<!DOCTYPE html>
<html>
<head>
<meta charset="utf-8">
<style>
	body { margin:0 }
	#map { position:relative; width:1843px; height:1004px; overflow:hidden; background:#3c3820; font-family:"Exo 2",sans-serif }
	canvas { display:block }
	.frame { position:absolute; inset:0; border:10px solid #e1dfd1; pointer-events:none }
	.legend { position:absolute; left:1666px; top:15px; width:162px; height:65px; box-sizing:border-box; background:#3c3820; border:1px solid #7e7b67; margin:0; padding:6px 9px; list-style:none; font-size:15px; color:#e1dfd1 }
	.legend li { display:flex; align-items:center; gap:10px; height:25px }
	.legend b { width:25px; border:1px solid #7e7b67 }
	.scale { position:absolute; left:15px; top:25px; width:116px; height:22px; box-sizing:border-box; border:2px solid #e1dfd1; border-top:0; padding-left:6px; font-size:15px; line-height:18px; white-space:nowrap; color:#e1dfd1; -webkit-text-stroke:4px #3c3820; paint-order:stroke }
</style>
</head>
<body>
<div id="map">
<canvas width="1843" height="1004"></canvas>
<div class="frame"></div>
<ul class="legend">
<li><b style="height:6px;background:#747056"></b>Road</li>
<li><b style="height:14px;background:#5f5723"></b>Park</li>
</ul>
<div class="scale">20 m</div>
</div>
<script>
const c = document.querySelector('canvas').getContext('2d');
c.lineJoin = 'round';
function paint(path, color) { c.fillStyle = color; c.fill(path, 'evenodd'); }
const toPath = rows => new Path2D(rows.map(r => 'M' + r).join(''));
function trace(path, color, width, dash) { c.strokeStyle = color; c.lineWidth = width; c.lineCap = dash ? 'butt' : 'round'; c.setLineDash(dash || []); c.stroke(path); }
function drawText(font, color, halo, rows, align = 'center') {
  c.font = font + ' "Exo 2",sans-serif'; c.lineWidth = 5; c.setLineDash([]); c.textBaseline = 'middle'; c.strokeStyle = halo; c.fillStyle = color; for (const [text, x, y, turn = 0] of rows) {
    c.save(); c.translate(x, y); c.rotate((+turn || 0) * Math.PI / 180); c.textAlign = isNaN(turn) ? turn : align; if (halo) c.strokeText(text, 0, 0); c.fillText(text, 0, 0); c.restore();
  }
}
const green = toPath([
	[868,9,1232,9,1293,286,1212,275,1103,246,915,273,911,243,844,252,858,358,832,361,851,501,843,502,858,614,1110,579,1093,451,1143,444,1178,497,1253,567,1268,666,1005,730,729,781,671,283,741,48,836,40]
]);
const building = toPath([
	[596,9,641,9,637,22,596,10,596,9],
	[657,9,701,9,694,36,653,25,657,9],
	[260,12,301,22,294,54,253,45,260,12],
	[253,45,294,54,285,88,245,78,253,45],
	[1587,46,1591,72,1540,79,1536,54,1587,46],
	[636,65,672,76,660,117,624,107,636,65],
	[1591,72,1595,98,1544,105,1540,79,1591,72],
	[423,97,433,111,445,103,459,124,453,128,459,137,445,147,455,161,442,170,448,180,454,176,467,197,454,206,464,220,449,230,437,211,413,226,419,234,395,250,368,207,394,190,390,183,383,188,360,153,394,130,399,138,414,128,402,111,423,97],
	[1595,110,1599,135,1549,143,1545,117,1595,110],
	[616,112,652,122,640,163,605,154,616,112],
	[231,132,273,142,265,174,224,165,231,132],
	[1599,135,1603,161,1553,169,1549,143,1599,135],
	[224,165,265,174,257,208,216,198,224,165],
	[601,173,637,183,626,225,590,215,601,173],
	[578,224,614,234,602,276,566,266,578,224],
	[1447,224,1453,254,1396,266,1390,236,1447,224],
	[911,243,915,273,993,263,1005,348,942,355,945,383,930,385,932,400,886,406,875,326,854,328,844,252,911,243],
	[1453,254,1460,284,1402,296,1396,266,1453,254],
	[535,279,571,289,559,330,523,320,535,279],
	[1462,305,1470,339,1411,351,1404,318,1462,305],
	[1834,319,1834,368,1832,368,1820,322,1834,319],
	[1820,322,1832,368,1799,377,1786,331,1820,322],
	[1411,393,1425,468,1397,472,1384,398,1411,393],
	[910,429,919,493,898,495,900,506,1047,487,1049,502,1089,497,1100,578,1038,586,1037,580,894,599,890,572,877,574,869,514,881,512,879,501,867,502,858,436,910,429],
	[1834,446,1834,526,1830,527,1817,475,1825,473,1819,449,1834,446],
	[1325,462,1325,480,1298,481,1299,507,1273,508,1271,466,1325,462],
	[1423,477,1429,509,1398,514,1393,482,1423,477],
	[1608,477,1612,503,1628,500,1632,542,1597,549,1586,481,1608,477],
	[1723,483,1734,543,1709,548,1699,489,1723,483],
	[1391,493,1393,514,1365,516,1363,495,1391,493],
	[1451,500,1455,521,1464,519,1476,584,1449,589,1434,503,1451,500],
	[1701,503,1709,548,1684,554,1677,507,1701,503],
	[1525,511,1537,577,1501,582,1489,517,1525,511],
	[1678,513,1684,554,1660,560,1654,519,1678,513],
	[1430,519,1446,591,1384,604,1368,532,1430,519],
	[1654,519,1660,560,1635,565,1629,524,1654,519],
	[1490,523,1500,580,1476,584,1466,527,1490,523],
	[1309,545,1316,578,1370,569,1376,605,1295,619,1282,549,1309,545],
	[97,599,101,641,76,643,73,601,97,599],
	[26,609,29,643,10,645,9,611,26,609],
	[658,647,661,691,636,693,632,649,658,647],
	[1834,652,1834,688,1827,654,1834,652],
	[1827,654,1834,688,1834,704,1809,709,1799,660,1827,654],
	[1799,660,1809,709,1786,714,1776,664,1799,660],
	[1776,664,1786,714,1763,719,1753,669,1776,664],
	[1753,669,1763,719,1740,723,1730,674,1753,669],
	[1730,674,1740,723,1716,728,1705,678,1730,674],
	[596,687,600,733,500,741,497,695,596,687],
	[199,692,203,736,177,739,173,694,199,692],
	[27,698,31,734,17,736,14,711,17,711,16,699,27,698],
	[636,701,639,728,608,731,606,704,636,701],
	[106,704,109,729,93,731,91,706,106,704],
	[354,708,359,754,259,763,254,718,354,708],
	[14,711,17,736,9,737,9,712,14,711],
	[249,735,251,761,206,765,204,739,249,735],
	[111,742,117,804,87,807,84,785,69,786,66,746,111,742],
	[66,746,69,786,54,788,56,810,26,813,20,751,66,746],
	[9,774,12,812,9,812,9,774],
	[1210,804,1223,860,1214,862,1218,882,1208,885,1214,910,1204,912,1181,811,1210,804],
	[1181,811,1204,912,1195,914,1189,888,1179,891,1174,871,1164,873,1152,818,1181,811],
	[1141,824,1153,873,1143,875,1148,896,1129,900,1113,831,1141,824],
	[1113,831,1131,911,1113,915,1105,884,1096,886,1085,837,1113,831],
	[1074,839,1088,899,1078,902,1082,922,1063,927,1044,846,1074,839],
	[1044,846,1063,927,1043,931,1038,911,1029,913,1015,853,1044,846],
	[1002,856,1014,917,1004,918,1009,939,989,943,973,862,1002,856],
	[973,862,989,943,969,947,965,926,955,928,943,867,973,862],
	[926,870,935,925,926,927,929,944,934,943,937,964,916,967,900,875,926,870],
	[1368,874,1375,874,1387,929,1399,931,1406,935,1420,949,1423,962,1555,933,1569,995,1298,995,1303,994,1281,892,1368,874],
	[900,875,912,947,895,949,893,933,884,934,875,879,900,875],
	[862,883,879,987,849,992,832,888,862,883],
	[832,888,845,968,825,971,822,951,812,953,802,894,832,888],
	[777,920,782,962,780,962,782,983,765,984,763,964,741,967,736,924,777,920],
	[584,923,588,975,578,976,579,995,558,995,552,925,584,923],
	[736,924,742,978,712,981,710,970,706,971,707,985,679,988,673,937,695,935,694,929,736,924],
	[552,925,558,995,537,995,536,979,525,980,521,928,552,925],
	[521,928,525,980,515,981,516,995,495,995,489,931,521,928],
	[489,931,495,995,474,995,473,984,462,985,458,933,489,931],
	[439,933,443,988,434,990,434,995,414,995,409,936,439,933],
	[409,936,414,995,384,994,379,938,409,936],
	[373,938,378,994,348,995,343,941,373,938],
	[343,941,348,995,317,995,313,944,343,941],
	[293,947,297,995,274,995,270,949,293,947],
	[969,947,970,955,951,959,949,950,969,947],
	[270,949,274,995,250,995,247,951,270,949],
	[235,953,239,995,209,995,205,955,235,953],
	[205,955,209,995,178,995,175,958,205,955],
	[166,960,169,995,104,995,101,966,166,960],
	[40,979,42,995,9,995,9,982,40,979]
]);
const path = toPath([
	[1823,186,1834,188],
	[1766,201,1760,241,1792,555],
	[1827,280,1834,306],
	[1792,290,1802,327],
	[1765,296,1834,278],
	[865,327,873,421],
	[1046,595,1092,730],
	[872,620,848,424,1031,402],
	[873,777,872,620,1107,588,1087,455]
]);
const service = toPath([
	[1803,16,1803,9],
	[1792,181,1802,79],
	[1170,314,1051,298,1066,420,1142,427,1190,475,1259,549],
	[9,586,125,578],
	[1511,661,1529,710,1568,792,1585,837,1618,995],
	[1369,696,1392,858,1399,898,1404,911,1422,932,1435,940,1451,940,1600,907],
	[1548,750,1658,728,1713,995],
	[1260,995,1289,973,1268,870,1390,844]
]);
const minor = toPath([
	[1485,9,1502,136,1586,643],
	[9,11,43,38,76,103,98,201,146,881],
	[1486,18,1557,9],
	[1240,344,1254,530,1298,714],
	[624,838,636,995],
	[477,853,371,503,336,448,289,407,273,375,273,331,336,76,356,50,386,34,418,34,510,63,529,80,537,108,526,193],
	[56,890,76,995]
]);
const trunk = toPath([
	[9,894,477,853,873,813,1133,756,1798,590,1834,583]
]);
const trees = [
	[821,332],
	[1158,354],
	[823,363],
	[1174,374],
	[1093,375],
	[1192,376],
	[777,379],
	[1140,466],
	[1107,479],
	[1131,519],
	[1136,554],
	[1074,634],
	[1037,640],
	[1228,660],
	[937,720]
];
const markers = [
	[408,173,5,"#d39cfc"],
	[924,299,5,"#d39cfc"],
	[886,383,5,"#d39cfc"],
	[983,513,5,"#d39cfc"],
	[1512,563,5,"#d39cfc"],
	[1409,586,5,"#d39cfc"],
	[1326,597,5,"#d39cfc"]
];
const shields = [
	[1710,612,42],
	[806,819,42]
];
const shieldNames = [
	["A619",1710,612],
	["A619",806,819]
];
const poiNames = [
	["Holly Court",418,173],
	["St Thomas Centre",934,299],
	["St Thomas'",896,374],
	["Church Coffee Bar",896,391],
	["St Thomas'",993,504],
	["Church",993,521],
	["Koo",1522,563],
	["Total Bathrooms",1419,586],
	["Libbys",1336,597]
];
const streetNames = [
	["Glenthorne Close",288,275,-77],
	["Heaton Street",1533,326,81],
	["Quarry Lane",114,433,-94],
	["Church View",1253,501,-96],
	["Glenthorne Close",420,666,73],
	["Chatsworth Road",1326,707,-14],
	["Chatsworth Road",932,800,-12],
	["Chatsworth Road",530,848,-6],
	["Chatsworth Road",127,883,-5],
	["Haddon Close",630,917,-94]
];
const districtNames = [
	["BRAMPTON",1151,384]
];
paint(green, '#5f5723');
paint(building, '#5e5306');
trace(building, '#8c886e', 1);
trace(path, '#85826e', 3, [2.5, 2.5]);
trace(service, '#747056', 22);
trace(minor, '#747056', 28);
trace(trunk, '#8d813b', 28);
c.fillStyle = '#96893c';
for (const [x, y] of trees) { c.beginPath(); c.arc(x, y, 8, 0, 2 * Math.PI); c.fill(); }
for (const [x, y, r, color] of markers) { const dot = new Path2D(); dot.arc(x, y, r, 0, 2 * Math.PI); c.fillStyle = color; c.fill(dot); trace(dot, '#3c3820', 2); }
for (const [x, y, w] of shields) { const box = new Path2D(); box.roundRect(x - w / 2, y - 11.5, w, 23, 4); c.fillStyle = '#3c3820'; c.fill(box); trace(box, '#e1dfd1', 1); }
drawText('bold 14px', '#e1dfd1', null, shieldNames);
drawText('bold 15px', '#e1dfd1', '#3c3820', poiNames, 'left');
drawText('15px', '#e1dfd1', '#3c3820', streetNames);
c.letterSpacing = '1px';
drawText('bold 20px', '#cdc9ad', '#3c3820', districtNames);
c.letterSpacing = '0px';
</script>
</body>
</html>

WORK REQUEST: Return the entries exactly through the "position:absolute; left:1666px; top:15px;" line.

ANSWER AREA:
<!DOCTYPE html>
<html>
<head>
<meta charset="utf-8">
<style>
	body { margin:0 }
	#map { position:relative; width:1843px; height:1004px; overflow:hidden; background:#3c3820; font-family:"Exo 2",sans-serif }
	canvas { display:block }
	.frame { position:absolute; inset:0; border:10px solid #e1dfd1; pointer-events:none }
	.legend { position:absolute; left:1666px; top:15px; width:162px; height:65px; box-sizing:border-box; background:#3c3820; border:1px solid #7e7b67; margin:0; padding:6px 9px; list-style:none; font-size:15px; color:#e1dfd1 }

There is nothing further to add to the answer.